Jovem enfrentou chamas para salvar namorada em ônibus no Rio
Internado em quarto isolado no Hospital Naval Marcílio Dias, no Lins, o montador de móveis Gabriel Lima, 21 anos, só tem um desejo: rever a namorada, a estudante Anne Andrade, 18. Por pouco, o fogo não separa o jovem casal. Gabriel teve a face e as mãos queimadas ao tentar resgatar a amada das chamas. Ao conseguir deixar o ônibus, ele percebeu que Anne não o acompanhava e correu de volta para o veículo.
"Foi tudo reflexo, não pensei em mais nada. Vi que ela não estava comigo e voltei. Estávamos sentados atrás do trocador, um lugar complicado para sair. Os bandidos vieram de becos com pedras e coquetel molotov e, em poucos segundos, as saídas estavam bloqueadas pelo fogo. Queriam fazer um massacre mesmo", lembrou ele, que não consegue atender as ligações de amigos e depende da mãe para comer.
Anne havia fugido segundos antes, ao se jogar pela janela, com parte do corpo tomada pelo fogo. "A saída de emergência não funcionava, e todos entraram em pânico. Ao sentir que o fogo já estava no meu corpo, me atirei pela janela e caí. Comecei a me debater para apagar, mas desmaiei sobre o pneu do ônibus, que também estava em chamas", relatou a jovem por e-mail. Ela foi salva por moradora que a arrastou para a calçada. Anne perdeu dois dentes, levou pontos na boca e não consegue falar.
"A gente sabe que o Rio está violento, mas olha como se fosse um filme. Se seu parente foi preso contra lei, não é isso que você tem que fazer para ajudar. Quando penso nisso, tenho vontade de ir embora da cidade. A palavra que vem à minha cabeça é ignorância", desabafou Rosângela Andrade, mãe da moça.
Outras vítimas
Sentada perto da roleta, a secretária Cristiane Maciel, 26, foi a primeira passageira a perceber a movimentação dos bandidos. "As pessoas estavam deitadas no chão, achando que eles iam atirar. Eu saí com o corpo pegando fogo, era muita dor, mas consegui me jogar numa poça de água", contou ela, que está internada com queimaduras graves.

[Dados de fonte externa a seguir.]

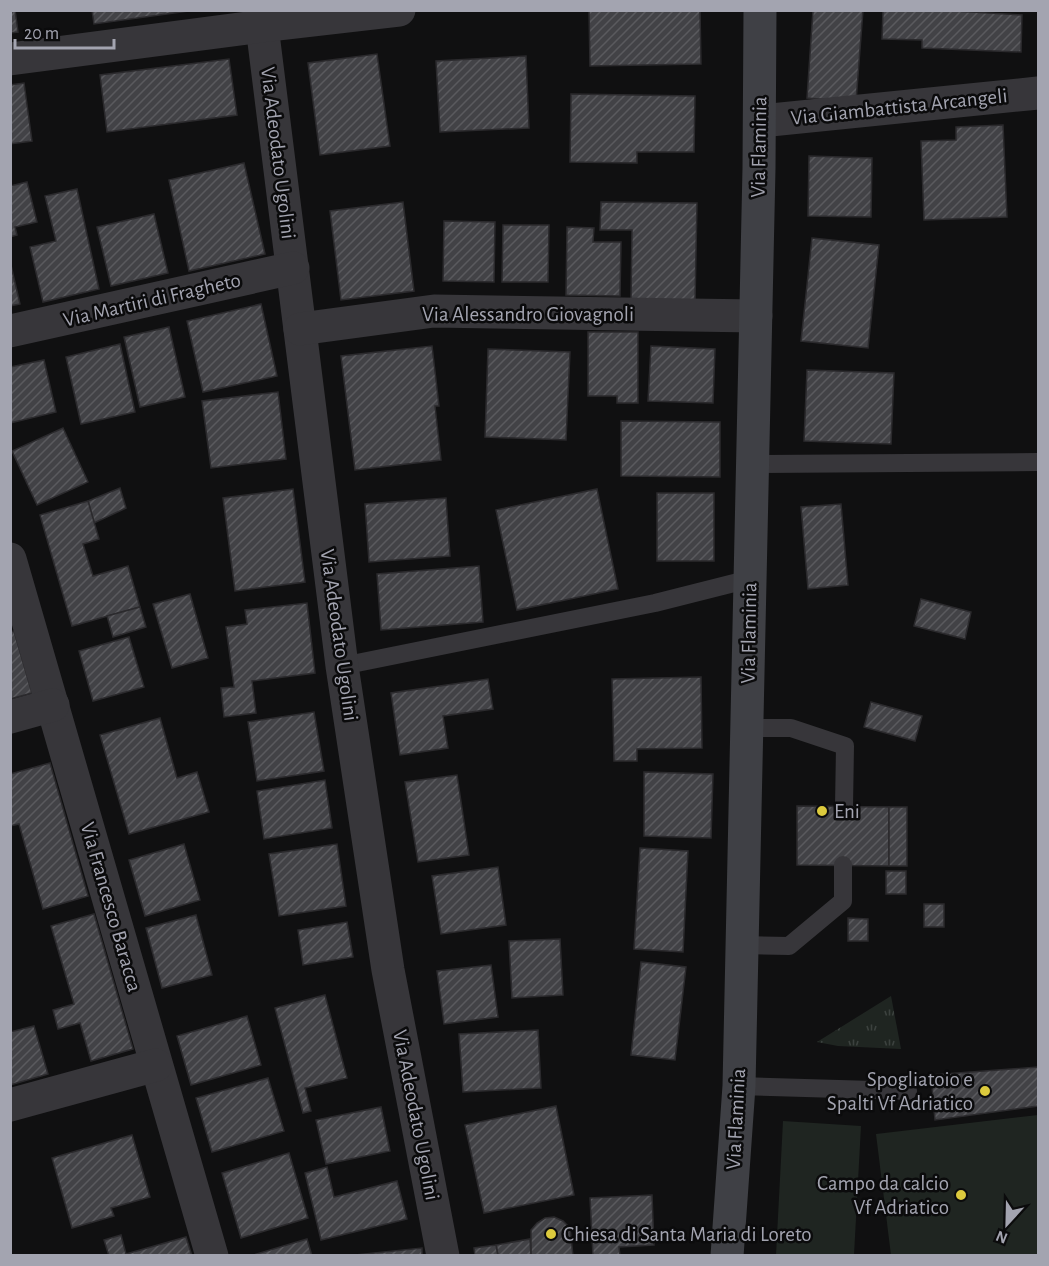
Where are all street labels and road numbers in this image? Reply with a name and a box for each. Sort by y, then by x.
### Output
street label: Via Adeodato Ugolini [257,66,299,240]
street label: Via Giambattista Arcangeli [790,85,1008,129]
street label: Via Flaminia [748,96,770,198]
street label: Via Martiri di Fragheto [61,269,243,331]
street label: Via Alessandro Giovagnoli [422,304,634,325]
street label: Via Adeodato Ugolini [317,548,361,722]
street label: Via Flaminia [738,582,760,684]
street label: Via Francesco Baracca [77,820,145,994]
street label: Via Adeodato Ugolini [389,1028,443,1202]
street label: Via Flaminia [723,1068,749,1170]

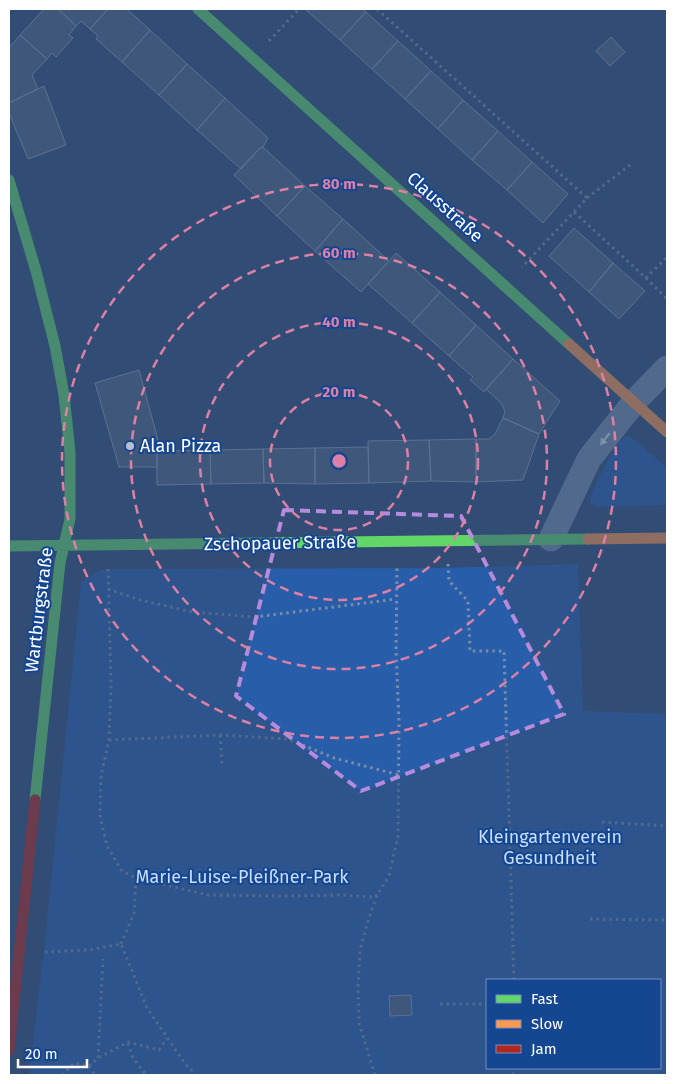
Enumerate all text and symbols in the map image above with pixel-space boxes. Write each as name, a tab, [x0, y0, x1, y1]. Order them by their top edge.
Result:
street label: Clausstraße	[402, 167, 488, 247]
text: 80 m	[322, 175, 356, 193]
text: 60 m	[322, 244, 356, 262]
text: 40 m	[322, 313, 356, 331]
text: 20 m	[323, 383, 355, 401]
one-way arrow	[599, 432, 610, 445]
place label: Alan Pizza	[140, 435, 221, 457]
marker: Alan Pizza	[124, 440, 136, 452]
centre of rings	[330, 452, 348, 470]
street label: Zschopauer Straße	[204, 531, 356, 555]
street label: Wartburgstraße	[20, 546, 58, 674]
park label: Kleingartenverein Gesundheit	[478, 826, 622, 869]
park label: Marie-Luise-Pleißner-Park	[135, 866, 349, 888]
legend	[486, 979, 661, 1069]
text: Fast	[531, 990, 558, 1008]
text: Slow	[531, 1015, 563, 1033]
scale bar	[18, 1036, 86, 1068]
text: Jam	[531, 1040, 557, 1058]
text: 20 m	[25, 1045, 58, 1063]

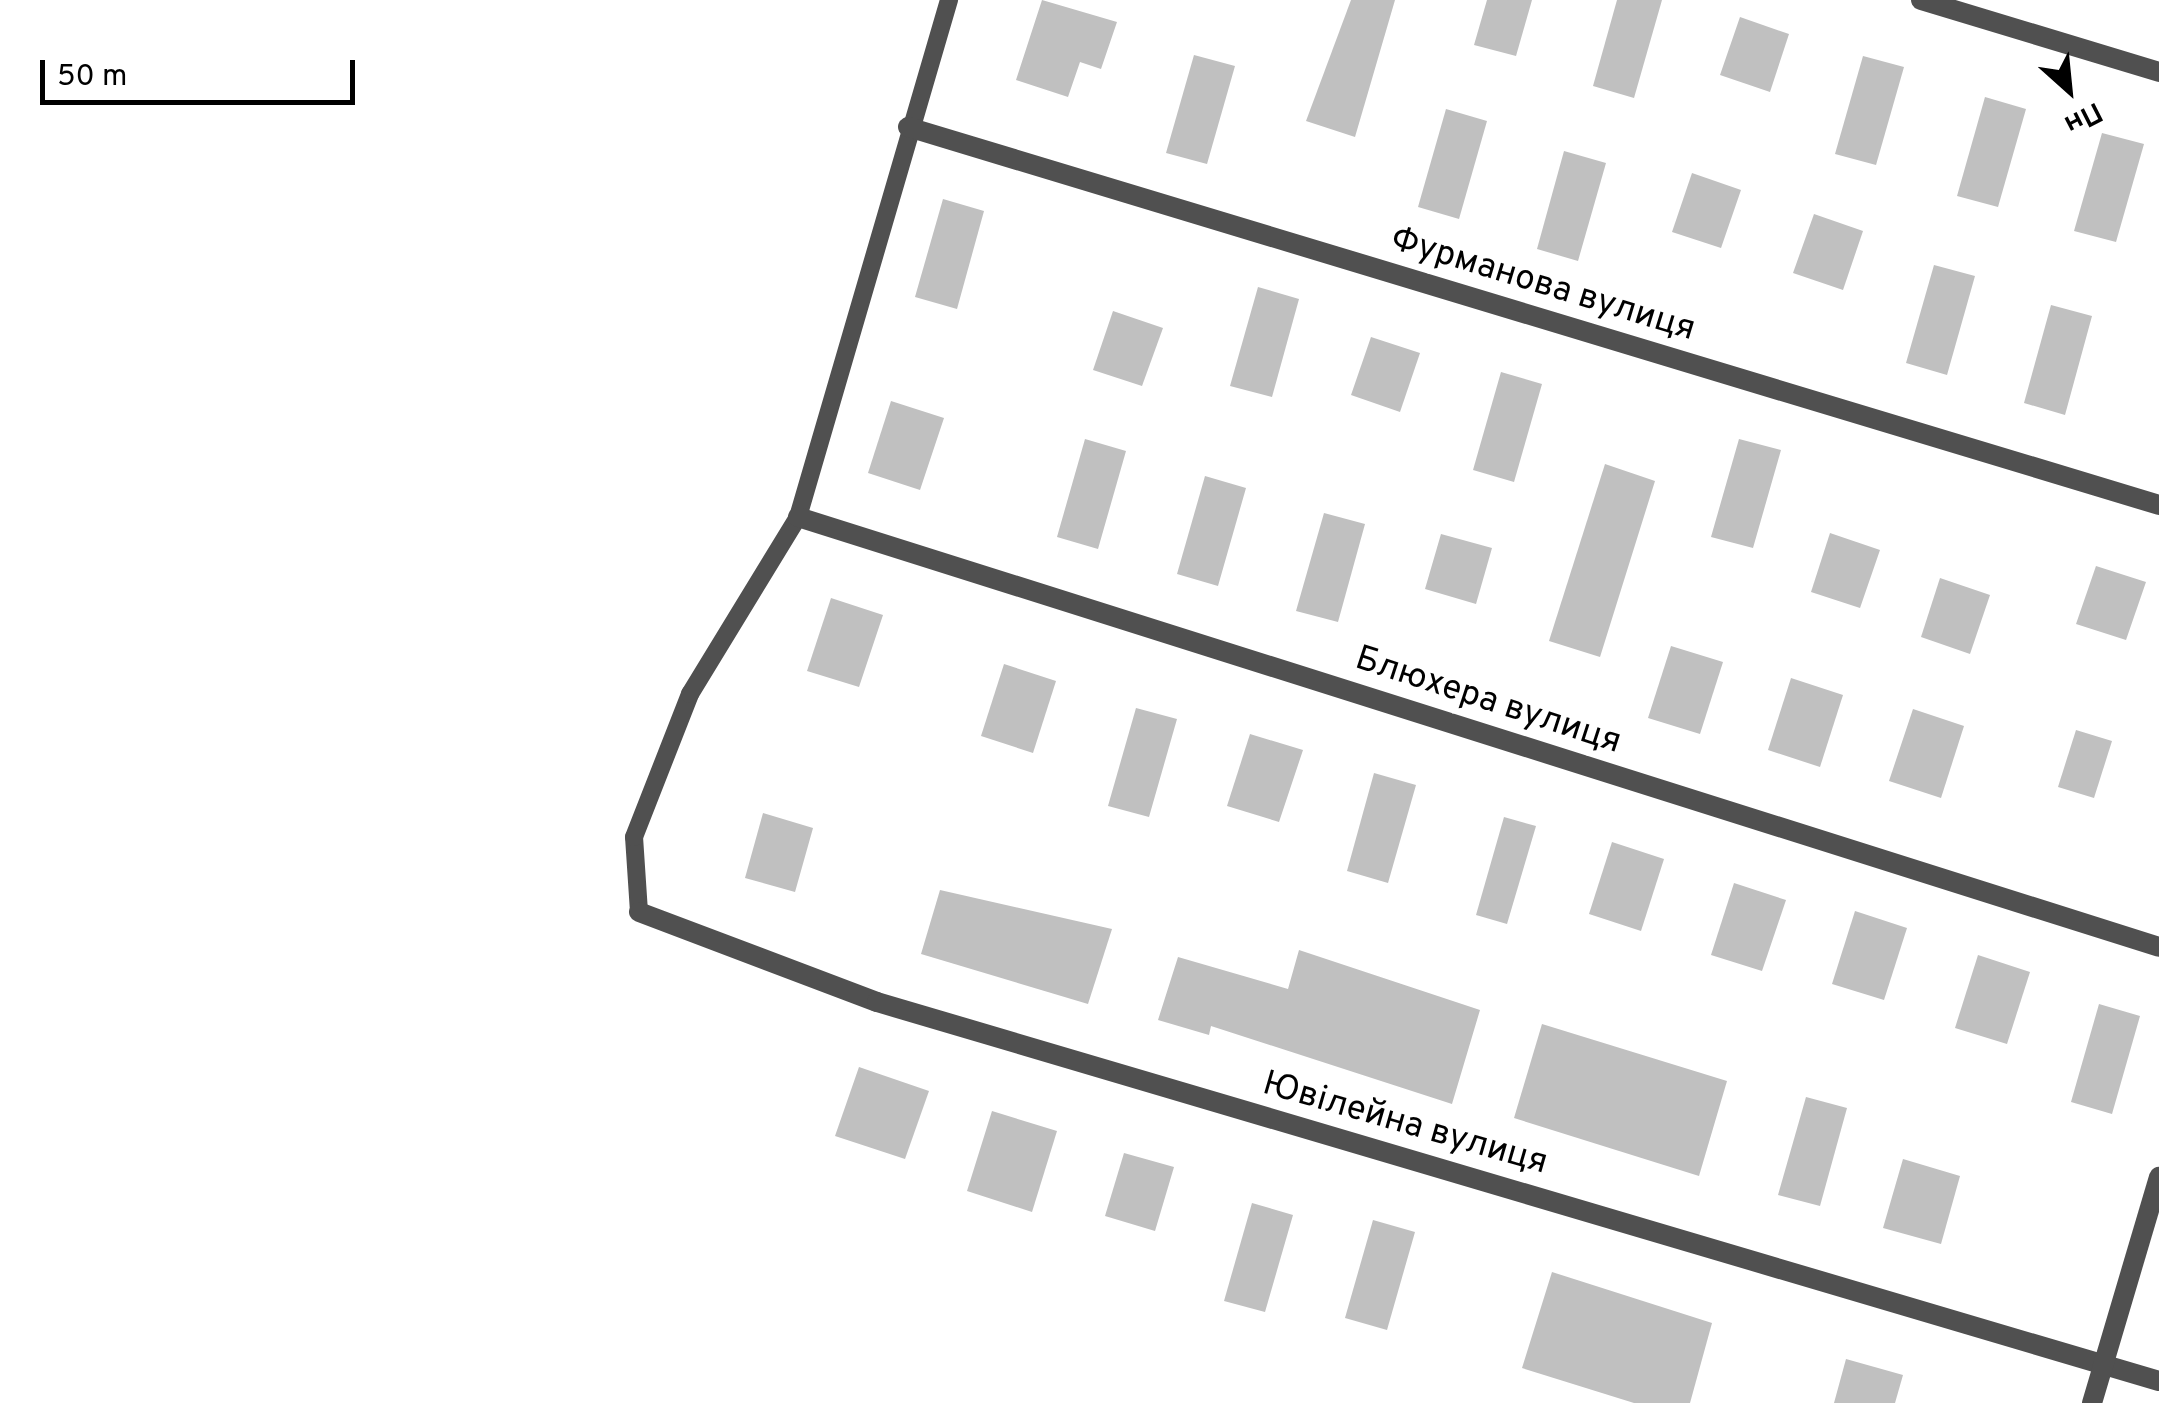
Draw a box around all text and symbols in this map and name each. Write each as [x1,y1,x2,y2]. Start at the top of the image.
scale bar [45,40,360,102]
north arrow [2019,40,2119,140]
text: 50 m [57,59,127,96]
text: Пн [2058,92,2108,141]
street label: Фурманова вулиця [1386,219,1700,351]
street label: Блюхера вулиця [1350,638,1626,764]
street label: Ювілейна вулиця [1258,1063,1552,1185]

"São pessoas muito más. Não queriam apenas assustar, queriam matar quem estava ali. Não nos deram chance", lembrou. Cristiane disse que foi o pensamento no filho, de 7 anos, que lhe deu forças para fugir das labaredas: "Tinha que sair dali para cuidar dele, senão não sei o que teria acontecido".
Trauma de voltar a passar pela comunidade
"Pensava que a Cidade de Deus estava tranquila, mas não. Nunca mais quero passar por lá". Do leito do hospital, a promotora de vendas Carina Minguta, 25, não consegue esquecer o que viveu.
O trauma provocado pela barbárie está nas pernas e nas mãos de Carina, que viu seus planos de vida serem queimados junto com o ônibus. "Ia viajar para o Nordeste. Trabalhei um ano para isso. Você vê que sua vida não vale nada. Uma pessoa foi presa, mas 20 pagaram com seus corpos. Não acredito que quem faz isso consiga dormir em paz", disse a moça, que vai processar o estado.
Polícia teria identificado cinco suspeitos do atentado
A polícia já teria identificado cinco pessoas suspeitas de participação no ataque ao ônibus, entre elas duas mulheres. Os investigadores ouviram o depoimento de testemunhas na última quinta-feira, que detalharam a atuação de cada um e ajudaram na confecção dos retratos falados de outros dois suspeitos. Cerca de 30 pessoas teriam participado do atentado, mas apenas quatro teriam ateado fogo ao coletivo.
O delegado da 32ª DP, João Luiz Garcia, pretende concluir o inquérito na próxima semana e pedir a prisão dos suspeitos. "Já sabemos quem carregou os galões de gasolina, quem jogou pedras no ônibus, quem estimulou aquela ação", afirmou o delegado.
A polícia recebeu a informação de que um dos suspeitos estaria refugiado na Favela da Chatuba, no Complexo da Penha, onde supostos integrantes da quadrilha estariam escondidos desde a instalação da UPP. Na última quinta-feira, policiais do 16º BPM receberam a informação de que dois homens teriam sido mortos no morro, a mando do tráfico, por envolvimento no ataque ao ônibus, mas os corpos não foram encontrados.